Post by storewanderer »

I was very surprised to see a chain of this size with a full private label program. That was very impressive to me.

Meat took most of the back wall in the locations I went to.

Both stores I went to were freestanding buildings. I am guessing they own their real estate.

I can see how they do very well in the shadow of Hy-Vee. A trip to Hy-Vee is not necessarily a quick trip (this does depend on the Hy-Vee, there are still some smaller ones around).

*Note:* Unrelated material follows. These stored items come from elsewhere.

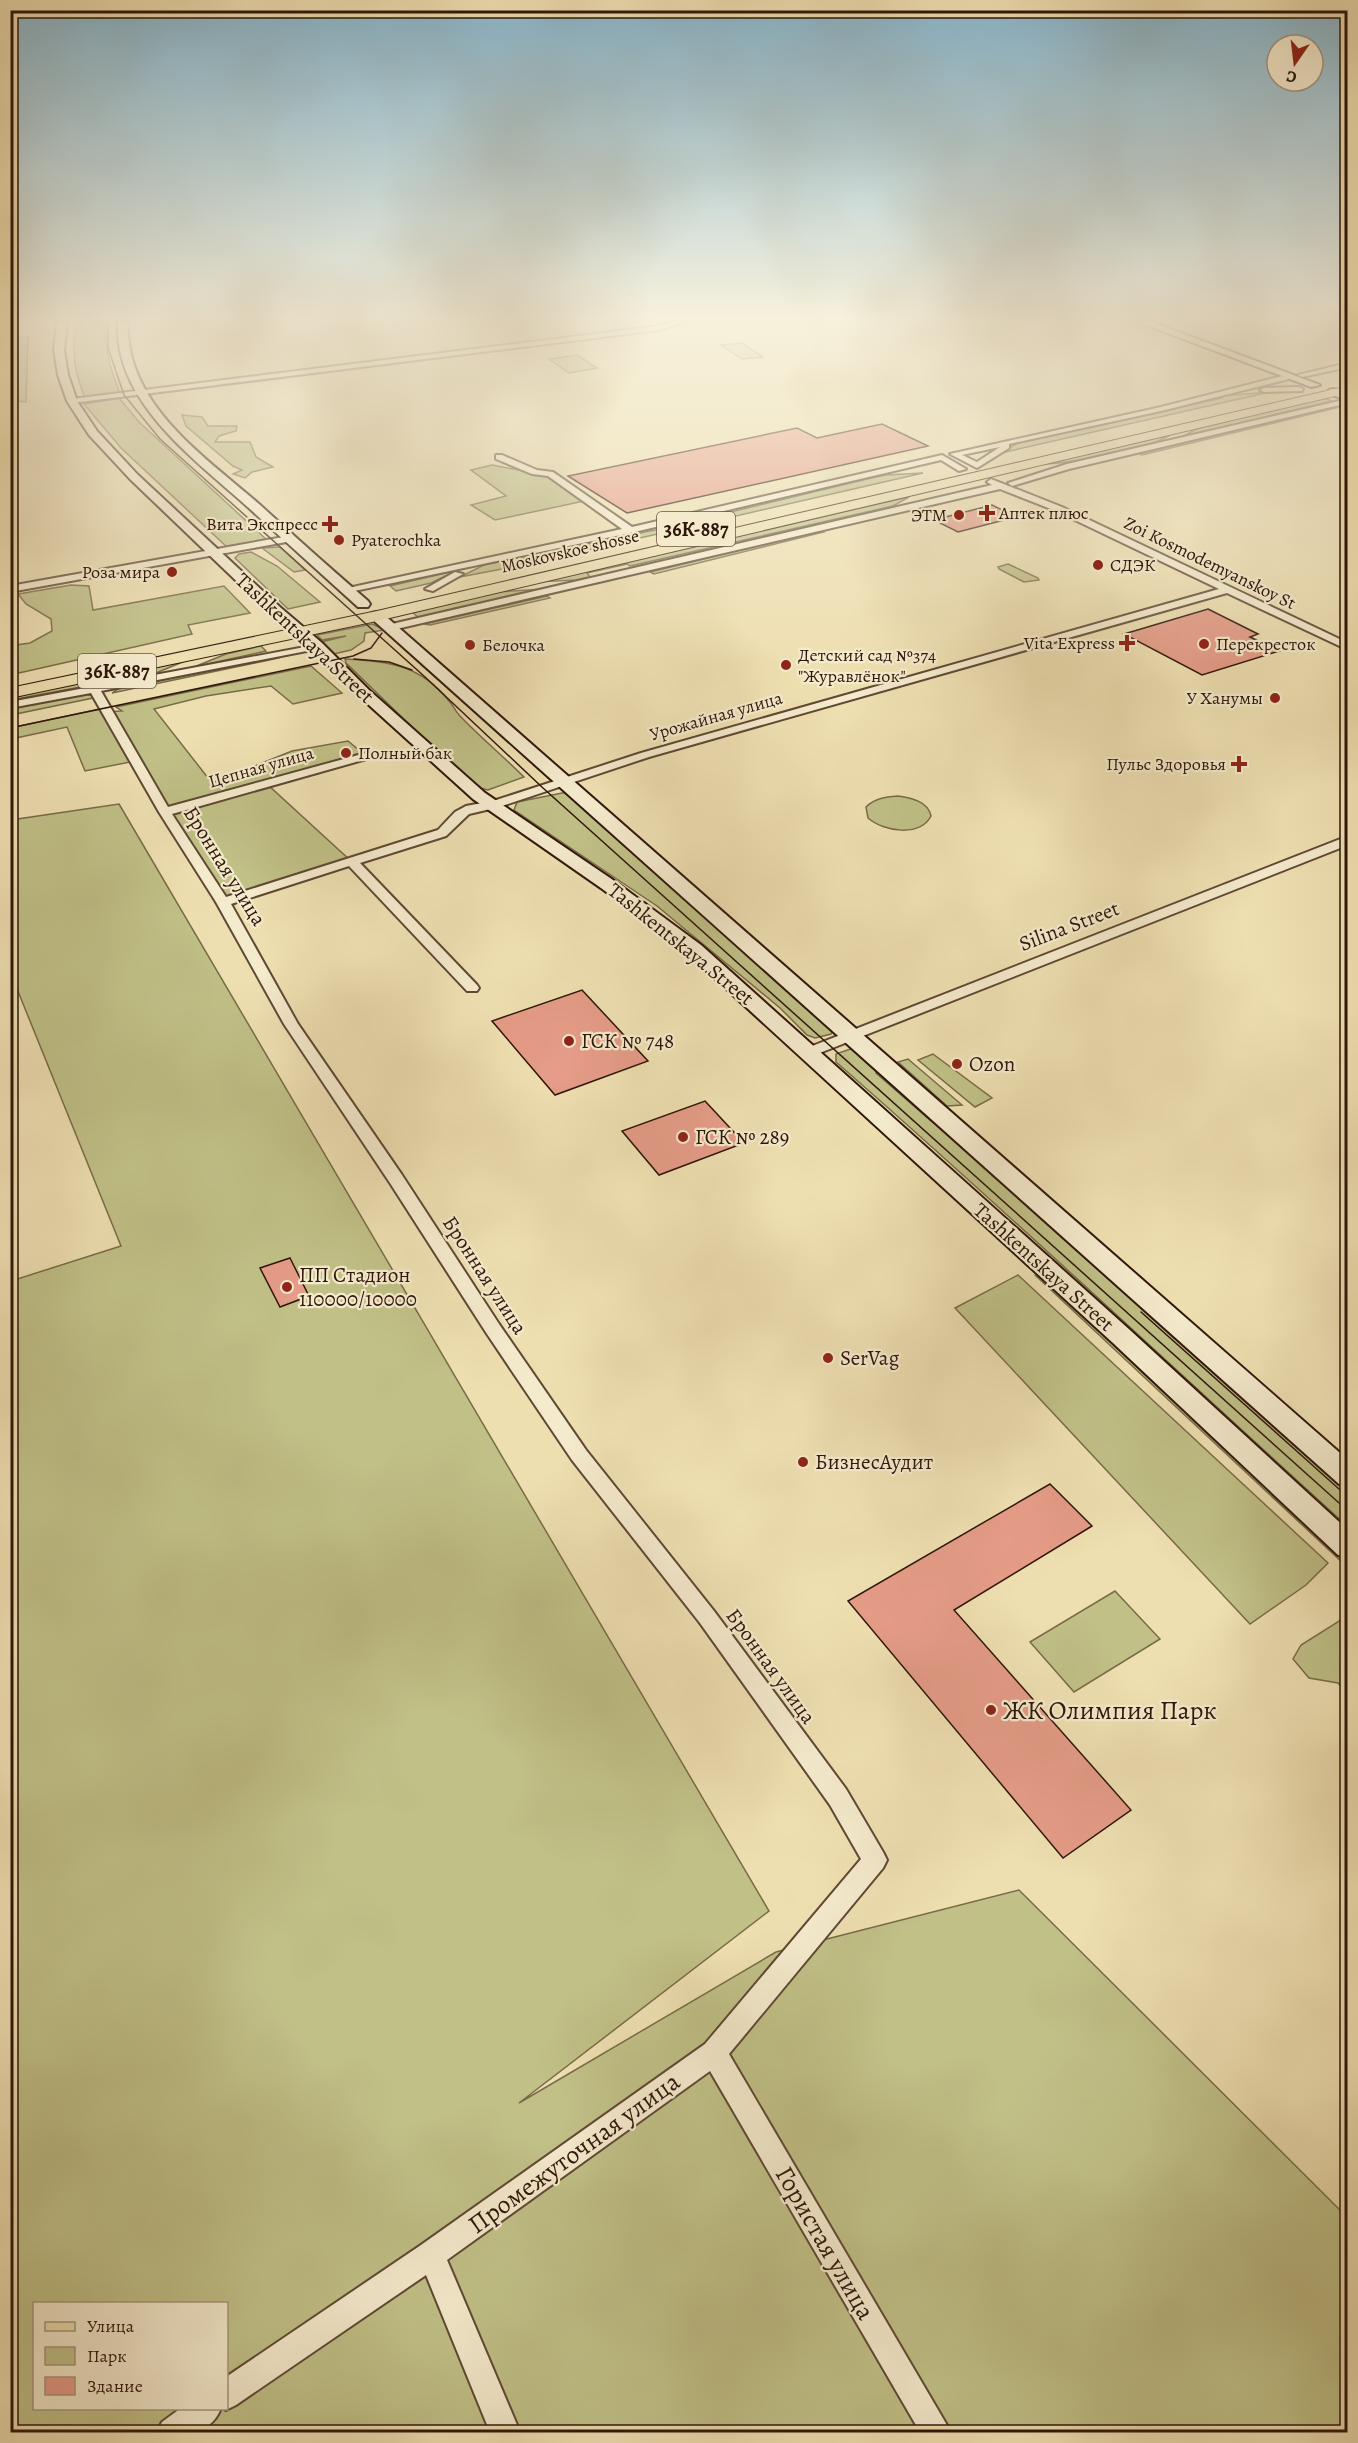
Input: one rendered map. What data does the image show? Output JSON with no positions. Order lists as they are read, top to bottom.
{
  "streets": {
    "main road": ["36К-887", "Moskovskoe shosse", "Tashkentskaya Street"],
    "street": [
      "Zoi Kosmodemyanskoy St",
      "Урожайная улица",
      "Цепная улица",
      "Бронная улица",
      "Silina Street",
      "Промежуточная улица",
      "Гористая улица"
    ]
  },
  "crossings": [
    ["Moskovskoe shosse", "Tashkentskaya Street"],
    ["Zoi Kosmodemyanskoy St", "Урожайная улица"],
    ["Tashkentskaya Street", "Урожайная улица"],
    ["Tashkentskaya Street", "Silina Street"],
    ["Цепная улица", "Бронная улица"],
    ["Бронная улица", "Промежуточная улица"],
    ["Промежуточная улица", "Гористая улица"]
  ],
  "places": {
    "health": [
      "Аптек плюс",
      "Вита Экспресс",
      "Vita Express",
      "Пульс Здоровья"
    ],
    "other": [
      "ЭТМ",
      "Pyaterochka",
      "СДЭК",
      "Роза мира",
      "Перекресток",
      "Белочка",
      "Детский сад №374 \"Журавлёнок\"",
      "У Ханумы",
      "Полный бак",
      "ГСК № 748",
      "Ozon",
      "ГСК № 289",
      "ПП Стадион 110000/10000",
      "SerVag",
      "БизнесАудит",
      "ЖК Олимпия Парк"
    ]
  },
  "legend": ["Улица", "Парк", "Здание"],
  "north": "bottom"
}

This type of store is a great quick shop/fill in type store. You can find what you need very easily and quickly and get in/out fast. Hy-Vee doing things like case ready meat in random stores only further helps a chain like Fareway with a focus on service meat play up its offer as a real competitive differentiator.

Kansas City is an odd market. I think their format may actually work well there. Stores tend to be kind of far apart in Kansas City (like everything else in Kansas City). Hy-Vee has made a couple of really strange/questionable closures in Kansas City also. Smaller neighborhood type stores like this may actually work very well in parts of Kansas City where they do need a supermarket but the density isn't enough for a 55k square foot bakery/deli/pharmacy type operation. I do feel like the various Price Chopper families/AWG will fight this pretty hard since Kansas City is one of the few markets where stores affiliated with AWG are actually really great stores.